Local community institutions and commerce responded to national strictures. As early as the mid-1800s, Howard University and the city’s African-American schools attracted the country’s brightest black scholars and students. Segregation gave rise to an “alternative downtown” in the Shaw neighborhood for Washingtonians shunned in the stores along F Street. By the 1960s, however, suburbanization and integration were altering both downtowns.
The growth of Washington’s transportation systems has profoundly affected the city. Bridges spanning Rock Creek opened the northwest suburbs to development in the early 1900s, while the lack of adequate trolley service thwarted development in Anacostia. When government offices began to move from the District in the 1940s, newly built highways gave rise to suburbs that drew population and commerce out of the city. Although the Metrorail system eased traffic in the growing metropolitan region, roadways remained strained.
The Federal Presence
By the early 1900s, the government had grown so much that only a vast building program could accommodate it. As World War II approached, overcrowding pushed federal buildings out of the District, beginning with the Pentagon in 1943. The government’s oversight and purse strings have always raised the question of who controls the land in the District. Several massive federal programs, including a failed inner loop highway system, and the clearing of Southwest in the 1960s, have engendered public resistance. Others have clearly changed the city for the better. The neoclassical Federal Triangle area replaced slums and a red-light district. The Smithsonian Institution has grown from one to many world-renowned museums.

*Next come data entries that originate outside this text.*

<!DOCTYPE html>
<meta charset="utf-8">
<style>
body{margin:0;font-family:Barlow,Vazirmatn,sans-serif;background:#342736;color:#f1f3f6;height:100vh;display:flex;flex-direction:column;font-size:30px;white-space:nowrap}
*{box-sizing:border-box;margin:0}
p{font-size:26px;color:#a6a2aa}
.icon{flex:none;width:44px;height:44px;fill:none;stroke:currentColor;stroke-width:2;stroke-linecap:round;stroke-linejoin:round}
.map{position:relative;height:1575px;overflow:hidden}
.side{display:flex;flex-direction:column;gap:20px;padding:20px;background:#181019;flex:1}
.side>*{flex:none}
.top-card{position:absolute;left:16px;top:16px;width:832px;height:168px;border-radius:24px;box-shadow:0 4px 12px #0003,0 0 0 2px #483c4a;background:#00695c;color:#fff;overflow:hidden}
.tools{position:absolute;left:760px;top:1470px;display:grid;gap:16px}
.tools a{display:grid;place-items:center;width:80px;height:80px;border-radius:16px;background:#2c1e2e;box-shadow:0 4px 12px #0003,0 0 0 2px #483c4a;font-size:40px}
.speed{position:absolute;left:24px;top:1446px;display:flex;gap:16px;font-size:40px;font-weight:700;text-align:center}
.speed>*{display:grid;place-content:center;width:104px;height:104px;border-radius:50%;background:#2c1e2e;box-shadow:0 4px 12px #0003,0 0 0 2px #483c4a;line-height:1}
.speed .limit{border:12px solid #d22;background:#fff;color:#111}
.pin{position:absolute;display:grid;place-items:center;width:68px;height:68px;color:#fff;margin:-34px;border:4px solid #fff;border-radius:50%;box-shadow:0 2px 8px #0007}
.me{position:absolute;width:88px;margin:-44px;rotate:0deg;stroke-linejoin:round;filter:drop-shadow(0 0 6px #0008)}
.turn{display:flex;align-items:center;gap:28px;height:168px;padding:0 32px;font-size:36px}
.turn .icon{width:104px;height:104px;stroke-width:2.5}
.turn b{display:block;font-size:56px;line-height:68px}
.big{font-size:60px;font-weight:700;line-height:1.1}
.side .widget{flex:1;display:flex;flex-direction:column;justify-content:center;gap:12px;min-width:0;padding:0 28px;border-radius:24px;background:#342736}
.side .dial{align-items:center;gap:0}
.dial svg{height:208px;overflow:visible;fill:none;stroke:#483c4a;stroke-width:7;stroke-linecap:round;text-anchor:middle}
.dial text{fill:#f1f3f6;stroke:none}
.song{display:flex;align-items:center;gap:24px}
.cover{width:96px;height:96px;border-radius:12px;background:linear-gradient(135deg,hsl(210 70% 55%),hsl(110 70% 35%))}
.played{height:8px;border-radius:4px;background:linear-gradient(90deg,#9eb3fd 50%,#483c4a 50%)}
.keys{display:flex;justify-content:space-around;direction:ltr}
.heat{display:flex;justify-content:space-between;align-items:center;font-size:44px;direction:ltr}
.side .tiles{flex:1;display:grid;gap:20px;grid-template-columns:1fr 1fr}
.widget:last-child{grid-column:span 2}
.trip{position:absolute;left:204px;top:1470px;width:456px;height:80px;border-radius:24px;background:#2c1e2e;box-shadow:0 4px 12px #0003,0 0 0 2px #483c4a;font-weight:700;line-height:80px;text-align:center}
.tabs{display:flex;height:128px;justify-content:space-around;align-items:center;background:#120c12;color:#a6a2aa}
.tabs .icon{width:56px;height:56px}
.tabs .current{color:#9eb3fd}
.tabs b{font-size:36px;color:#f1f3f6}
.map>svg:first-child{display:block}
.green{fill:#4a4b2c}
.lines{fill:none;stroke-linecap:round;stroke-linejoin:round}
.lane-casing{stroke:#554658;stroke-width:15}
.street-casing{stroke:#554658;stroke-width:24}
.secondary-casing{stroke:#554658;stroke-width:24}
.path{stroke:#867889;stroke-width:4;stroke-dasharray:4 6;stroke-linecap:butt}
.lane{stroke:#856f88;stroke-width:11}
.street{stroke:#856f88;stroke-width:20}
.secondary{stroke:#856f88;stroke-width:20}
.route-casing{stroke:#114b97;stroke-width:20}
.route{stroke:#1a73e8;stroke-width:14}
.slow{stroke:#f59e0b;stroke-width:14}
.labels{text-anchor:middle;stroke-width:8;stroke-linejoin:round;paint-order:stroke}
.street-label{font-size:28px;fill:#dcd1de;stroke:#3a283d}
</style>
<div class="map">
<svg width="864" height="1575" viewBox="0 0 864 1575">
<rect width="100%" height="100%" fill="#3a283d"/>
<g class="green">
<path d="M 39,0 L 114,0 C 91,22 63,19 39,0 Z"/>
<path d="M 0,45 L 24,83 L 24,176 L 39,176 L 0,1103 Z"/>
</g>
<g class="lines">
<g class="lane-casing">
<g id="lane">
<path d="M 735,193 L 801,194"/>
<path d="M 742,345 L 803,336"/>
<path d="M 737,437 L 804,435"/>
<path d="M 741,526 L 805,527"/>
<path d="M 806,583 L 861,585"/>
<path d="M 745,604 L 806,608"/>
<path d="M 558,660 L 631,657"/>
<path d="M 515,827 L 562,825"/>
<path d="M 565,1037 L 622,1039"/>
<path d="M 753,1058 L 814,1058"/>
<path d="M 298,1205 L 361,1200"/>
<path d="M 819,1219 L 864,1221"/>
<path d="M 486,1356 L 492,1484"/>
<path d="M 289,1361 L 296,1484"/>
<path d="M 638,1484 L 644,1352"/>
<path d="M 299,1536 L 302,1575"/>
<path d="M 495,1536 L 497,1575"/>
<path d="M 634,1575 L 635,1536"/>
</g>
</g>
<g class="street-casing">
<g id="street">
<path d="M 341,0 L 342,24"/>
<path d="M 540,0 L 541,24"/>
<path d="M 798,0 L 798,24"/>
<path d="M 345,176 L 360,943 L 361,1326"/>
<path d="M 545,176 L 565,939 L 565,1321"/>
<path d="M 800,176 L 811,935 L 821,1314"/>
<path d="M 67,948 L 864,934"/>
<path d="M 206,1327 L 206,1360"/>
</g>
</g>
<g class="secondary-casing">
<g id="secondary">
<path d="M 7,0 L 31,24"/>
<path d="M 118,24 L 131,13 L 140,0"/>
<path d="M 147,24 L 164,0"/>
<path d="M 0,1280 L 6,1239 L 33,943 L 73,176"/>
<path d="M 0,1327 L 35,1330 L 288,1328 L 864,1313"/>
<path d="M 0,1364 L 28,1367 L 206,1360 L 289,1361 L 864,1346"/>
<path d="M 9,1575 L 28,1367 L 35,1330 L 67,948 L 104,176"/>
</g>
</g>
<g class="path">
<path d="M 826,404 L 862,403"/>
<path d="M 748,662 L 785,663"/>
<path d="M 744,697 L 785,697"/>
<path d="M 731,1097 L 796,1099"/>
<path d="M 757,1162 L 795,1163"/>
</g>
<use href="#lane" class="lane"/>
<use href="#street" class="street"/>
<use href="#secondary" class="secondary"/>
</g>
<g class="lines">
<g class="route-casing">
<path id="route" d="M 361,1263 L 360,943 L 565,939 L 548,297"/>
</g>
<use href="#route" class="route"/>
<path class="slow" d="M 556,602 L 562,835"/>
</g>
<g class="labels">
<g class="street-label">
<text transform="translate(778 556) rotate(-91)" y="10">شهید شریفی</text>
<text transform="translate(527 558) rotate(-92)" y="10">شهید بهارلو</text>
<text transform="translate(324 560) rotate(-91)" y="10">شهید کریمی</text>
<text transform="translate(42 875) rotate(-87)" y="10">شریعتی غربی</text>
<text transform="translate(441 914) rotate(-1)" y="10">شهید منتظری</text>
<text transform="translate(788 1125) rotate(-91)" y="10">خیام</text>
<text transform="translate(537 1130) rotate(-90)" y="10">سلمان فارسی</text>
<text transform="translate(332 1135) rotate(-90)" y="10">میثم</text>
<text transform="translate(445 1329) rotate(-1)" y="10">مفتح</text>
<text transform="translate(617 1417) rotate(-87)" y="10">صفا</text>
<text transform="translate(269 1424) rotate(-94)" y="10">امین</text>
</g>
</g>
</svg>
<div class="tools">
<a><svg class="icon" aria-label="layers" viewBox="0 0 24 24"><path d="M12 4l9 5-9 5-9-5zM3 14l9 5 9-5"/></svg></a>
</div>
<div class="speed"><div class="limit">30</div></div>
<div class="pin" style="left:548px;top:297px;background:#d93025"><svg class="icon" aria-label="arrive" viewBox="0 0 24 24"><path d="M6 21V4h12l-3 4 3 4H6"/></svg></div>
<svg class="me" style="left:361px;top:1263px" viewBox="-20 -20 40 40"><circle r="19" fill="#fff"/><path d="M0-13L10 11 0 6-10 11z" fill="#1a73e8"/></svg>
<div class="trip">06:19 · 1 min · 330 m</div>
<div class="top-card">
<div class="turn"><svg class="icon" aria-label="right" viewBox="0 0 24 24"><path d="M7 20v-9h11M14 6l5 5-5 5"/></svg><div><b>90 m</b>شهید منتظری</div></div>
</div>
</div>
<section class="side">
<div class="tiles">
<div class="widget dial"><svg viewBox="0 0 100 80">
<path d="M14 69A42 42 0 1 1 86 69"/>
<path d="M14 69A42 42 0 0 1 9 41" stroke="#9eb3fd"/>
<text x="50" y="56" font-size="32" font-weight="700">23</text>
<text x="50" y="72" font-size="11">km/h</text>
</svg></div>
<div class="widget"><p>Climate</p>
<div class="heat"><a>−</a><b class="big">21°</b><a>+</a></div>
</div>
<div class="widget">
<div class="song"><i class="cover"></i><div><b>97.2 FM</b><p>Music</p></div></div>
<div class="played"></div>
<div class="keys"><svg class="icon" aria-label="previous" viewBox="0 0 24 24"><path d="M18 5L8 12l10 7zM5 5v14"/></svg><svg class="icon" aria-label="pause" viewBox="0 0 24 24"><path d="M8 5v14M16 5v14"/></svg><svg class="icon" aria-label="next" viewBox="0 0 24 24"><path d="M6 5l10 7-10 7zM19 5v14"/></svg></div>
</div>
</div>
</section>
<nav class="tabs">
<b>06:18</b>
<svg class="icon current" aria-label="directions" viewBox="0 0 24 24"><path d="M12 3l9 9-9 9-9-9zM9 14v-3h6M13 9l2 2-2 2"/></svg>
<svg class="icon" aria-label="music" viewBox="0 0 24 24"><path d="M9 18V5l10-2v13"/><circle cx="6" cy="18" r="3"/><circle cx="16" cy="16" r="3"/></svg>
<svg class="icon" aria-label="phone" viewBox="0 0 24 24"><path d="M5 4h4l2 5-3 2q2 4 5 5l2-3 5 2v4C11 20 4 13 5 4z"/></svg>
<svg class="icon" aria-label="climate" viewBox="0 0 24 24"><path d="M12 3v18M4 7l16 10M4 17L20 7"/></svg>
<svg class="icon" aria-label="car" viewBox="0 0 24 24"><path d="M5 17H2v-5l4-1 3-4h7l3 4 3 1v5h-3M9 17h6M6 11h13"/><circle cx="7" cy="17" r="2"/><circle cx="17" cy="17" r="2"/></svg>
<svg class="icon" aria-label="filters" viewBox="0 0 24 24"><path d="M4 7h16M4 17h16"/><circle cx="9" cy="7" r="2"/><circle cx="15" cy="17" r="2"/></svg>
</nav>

Parkland and public space have always been central to city planning in the District. Now, questions arise about how best to balance preservation and use. Rock Creek Valley presented a nearly impassable north-south barrier before the automobile age but today carries a high volume of traffic. L’Enfant’s plan created numerous circles and squares that would be suitable for memorials, but the Mall has always been the most desired location. To assure future generations of cultural and commemorative space, the National Capital Planning Commission now encourages distribution of memorials throughout the city.
Washington’s Main Street
Connecting the Capitol and the White House, Pennsylvania Avenue has always been the city’s ceremonial “Main Street,” although its appearance belied its importance for much of its history. Lined by motley buildings, it remained unpaved until the 1870s, and train tracks crossed it until the early 1900s.
Pennsylvania Avenue presents a microcosm of the evolving city of Washington and its federal presence. President John F. Kennedy’s administration viewed this traditional route of presidential inaugural parades as unworthy of the capital’s stature. By 1965, the Pennsylvania Avenue National Historic Site had been designated, and in 1972, Congress created the Pennsylvania Avenue Development Corporation to revitalize the area. Today Pennsylvania Avenue blends the historical, ceremonial, governmental, commercial, and residential faces of the city.